Malditos livros, e o pior é que já não estou indo bem na disciplina.
— Eu to indo estudar na biblioteca, quer vir?
— “Vambora”;
E fui.
Fiquei um tempo na biblioteca, o livro a meu lado, me olhando, com aquela cara de cachorrinho pidão, mas o que eu poderia fazer? Apesar de distraído, eu era um cara responsável.
O horário da prova se anunciará e com a pressa de quem foge da forca, fui conformado apertar meu nó. Empurrei tudo o que pude para dentro da bolsa, e em meio à tempestade de gráficos e parábolas subi para a aula.
Não sei quanto tempo passou, não fui o primeiro a sair da sala de aula, mas também passei longe de ser o último, desci para o pátio, afinal, aquela era a aula do primeiro bloco, portanto, teria outra aula até dar o horário de me ver livre da faculdade e rumar para a casa.
Pode não parecer, mas sou meio anti-social, assim quando desci e vi as pessoas da minha sala, contornei por uma série de pilastras, apenas para conseguir sentar escondido em um banco afastado.
Pensei em voltar a ler, mas o sucesso inverso na prova me fez ter vontade de qualquer outra coisa. Então, fui comprar amor.
Assisti à segunda aula e finalmente me vi tomando o caminho de casa. Sentei no fundo do ônibus e quando abri minha mochila, com os dedos coçando, um frio me subiu pelo estomago e um suor gelado me desceu pela testa.
Cacete, esqueci meu livro na escola.
Não dava para acreditar, tinha acabado de comprar o livro, não chegara nem ao fim da décima terceira página, e eu me perguntava o porque? Porque?!!!!! Não consegui pensar em mais nada durante a jornada para a casa, muito menos na hora de deitar, imaginava o livro nas mãos de um afortunado, e pensava:
Talvez gostasse de ler? Talvez o vendesse? Jogasse no lixo?

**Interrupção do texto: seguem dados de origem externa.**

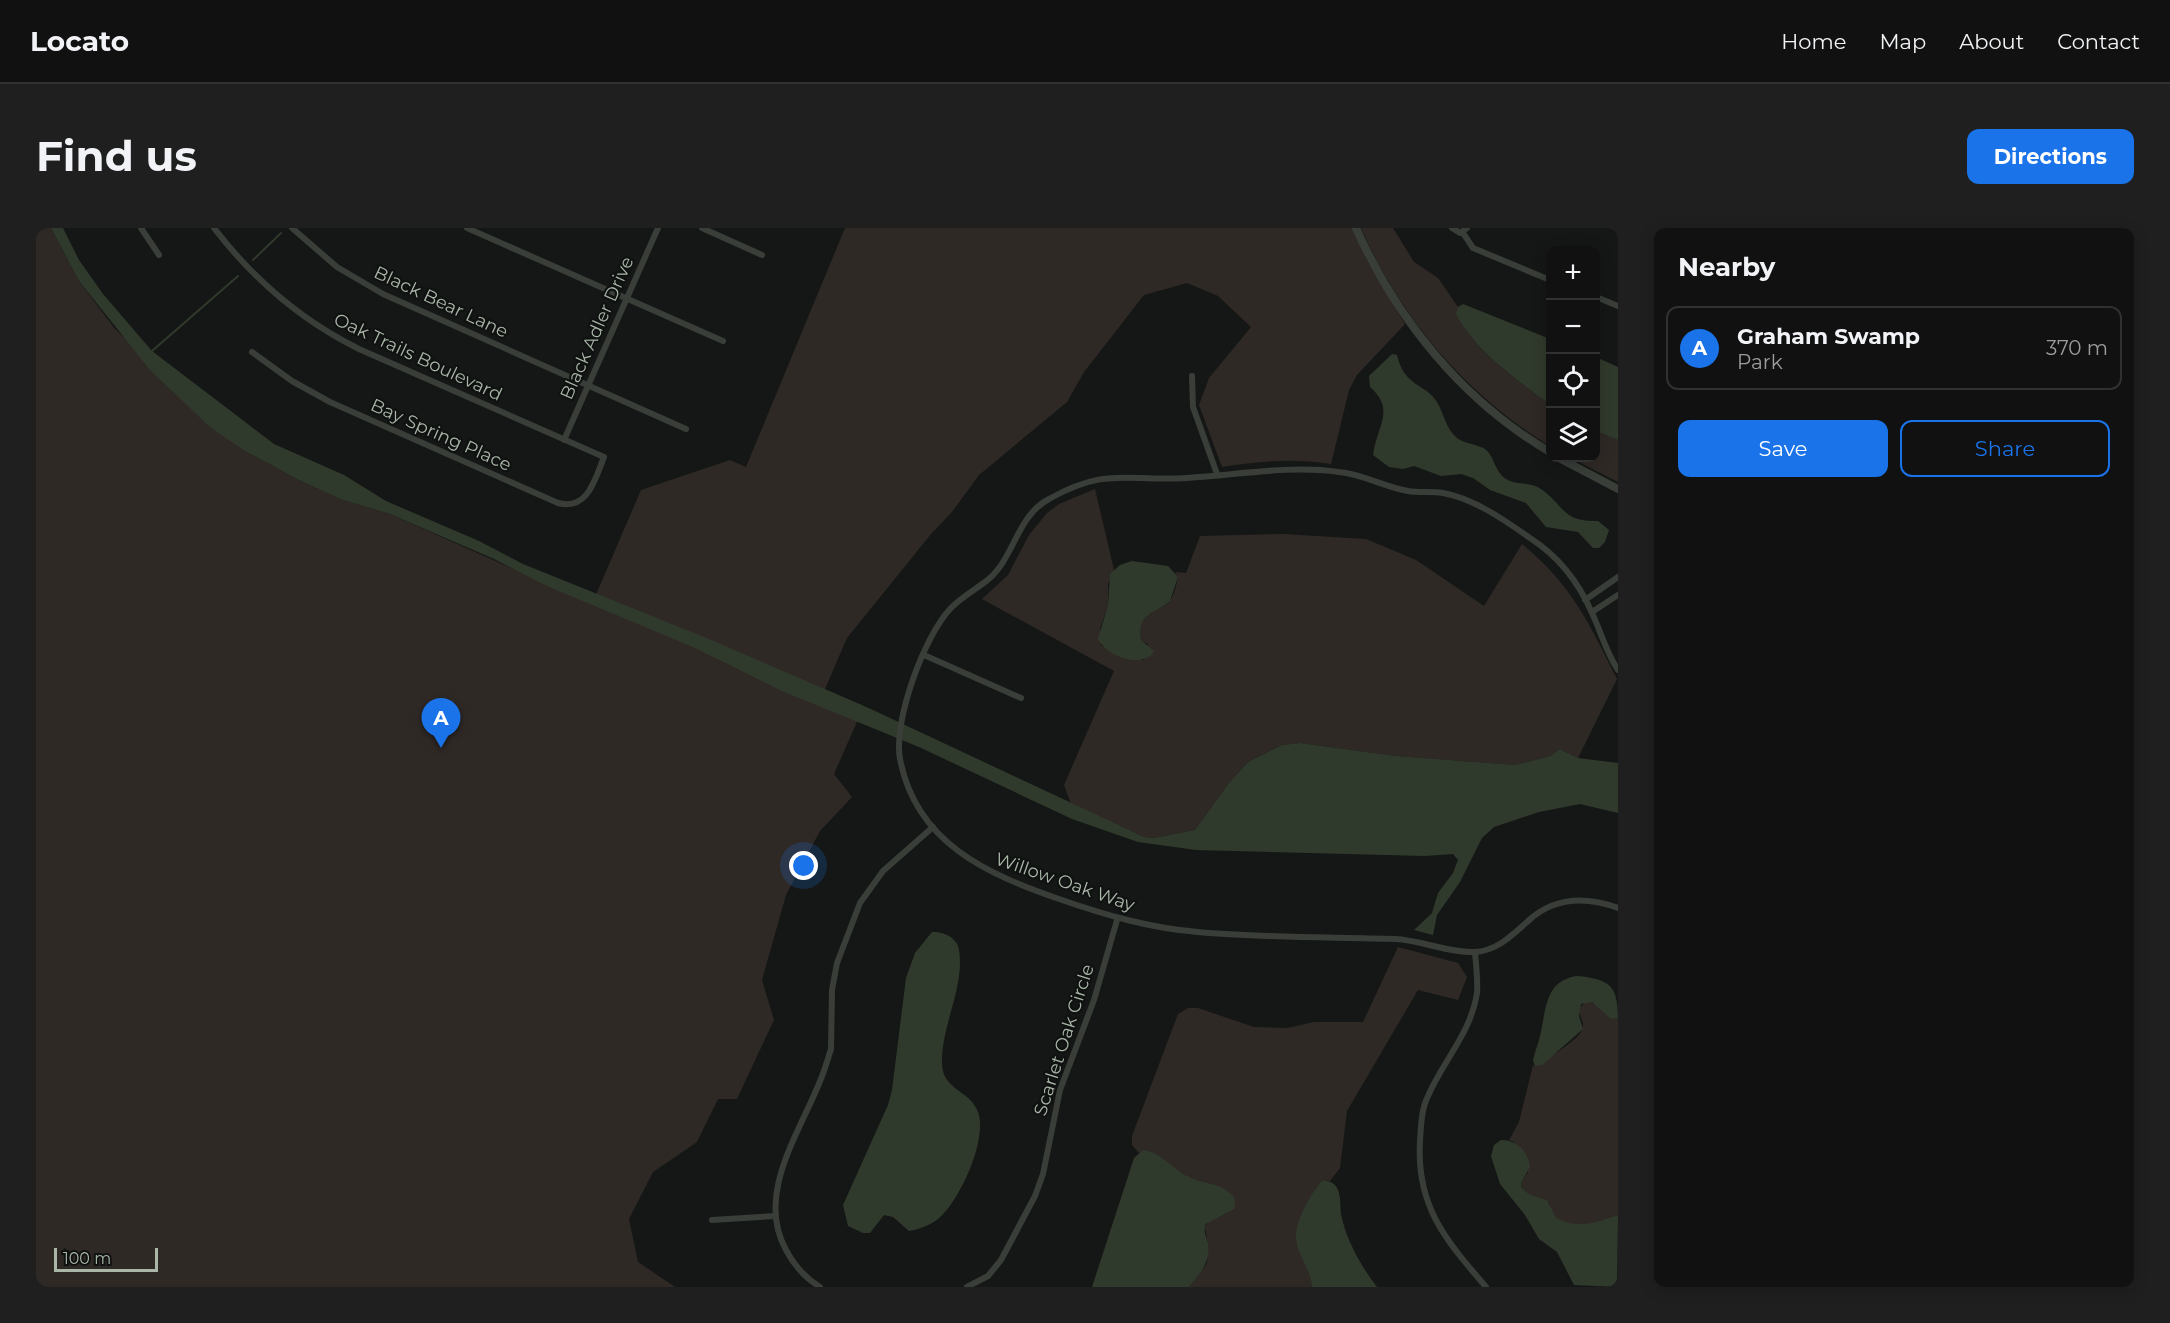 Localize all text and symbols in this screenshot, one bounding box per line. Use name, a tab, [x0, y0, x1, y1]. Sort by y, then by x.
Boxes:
text: Locato	[30, 24, 129, 58]
text: Home	[1781, 29, 1846, 54]
text: Map	[1879, 29, 1926, 54]
text: About	[1959, 29, 2024, 54]
text: Contact	[2057, 29, 2140, 54]
button: Directions	[1967, 129, 2134, 184]
text: Find us	[36, 130, 197, 182]
map controls	[1546, 246, 1600, 462]
button: +	[1546, 246, 1600, 300]
text: Nearby	[1678, 251, 1775, 283]
street label: Black Adler Drive	[556, 253, 638, 403]
street label: Black Bear Lane	[370, 261, 512, 343]
button: −	[1546, 300, 1600, 354]
street label: Oak Trails Boulevard	[330, 308, 506, 406]
text: Graham Swamp	[1737, 323, 1920, 350]
text: A	[1692, 336, 1707, 360]
text: 370 m	[2046, 336, 2108, 360]
text: Park	[1737, 350, 1783, 374]
button: locate	[1546, 354, 1600, 408]
street label: Bay Spring Place	[367, 394, 515, 476]
button: layers	[1546, 408, 1600, 462]
button: Save	[1678, 420, 1888, 477]
button: Share	[1900, 420, 2110, 477]
pin: A	[422, 698, 460, 748]
street label: Willow Oak Way	[992, 848, 1138, 916]
your location	[789, 851, 818, 880]
street label: Scarlet Oak Circle	[1029, 961, 1099, 1119]
scale bar	[54, 1245, 158, 1272]
text: 100 m	[63, 1249, 111, 1268]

Em meio a este mar de dúvidas, a única de que tinha certeza é de que nunca mais o veria. Exausto e deprimido, me distrai e pisquei, quando vi, já era manhã. Não comi, não sorri, fiquei em casa vegetando e pensando que minha vida deveria ser muito chata para que um livro causasse tanta destruição. Finalmente aprontei-me e fui para a aula.
Alguns meses depois...
Finalmente superara o ocorrido, ficara meses sem entrar na biblioteca da faculdade, não conseguia, lembrar de quando ele me deixou doía demais, mas passou.
Tomei coragem em uma quinta-feira e entrei, era o começo do semestre e resolvi olhar os livros sobre as matérias novas, enquanto rondava pela biblioteca percebi uma estante pequena, no fundo com menos de 10 livros, resolvi checá-los. Alguns títulos interessantes, mas o que me chamou atenção foi a plaquinha da prateleira:
DOAÇÕES.
Continuei olhando os livros, já que eram poucos e não atrapalhariam minha busca intelectual nerd. Consultei os volumes rapidamente quando no penúltimo levei um susto.
E aposto que você imagina o que era!
Achei o título que me fora extraviado meses atrás. Fiquei feliz por saber que se ainda estivesse com ânimo de lê-lo, independente do ocorrido, poderia, mesmo contra todas as minhas crenças, pegá-lo emprestado.
Só pela nostalgia, resolvi olhar no fim do livro no espaço onde estariam minhas iniciais, mas tinha um problema, FILHA DA PUTA, (pensei), elas estavam lá!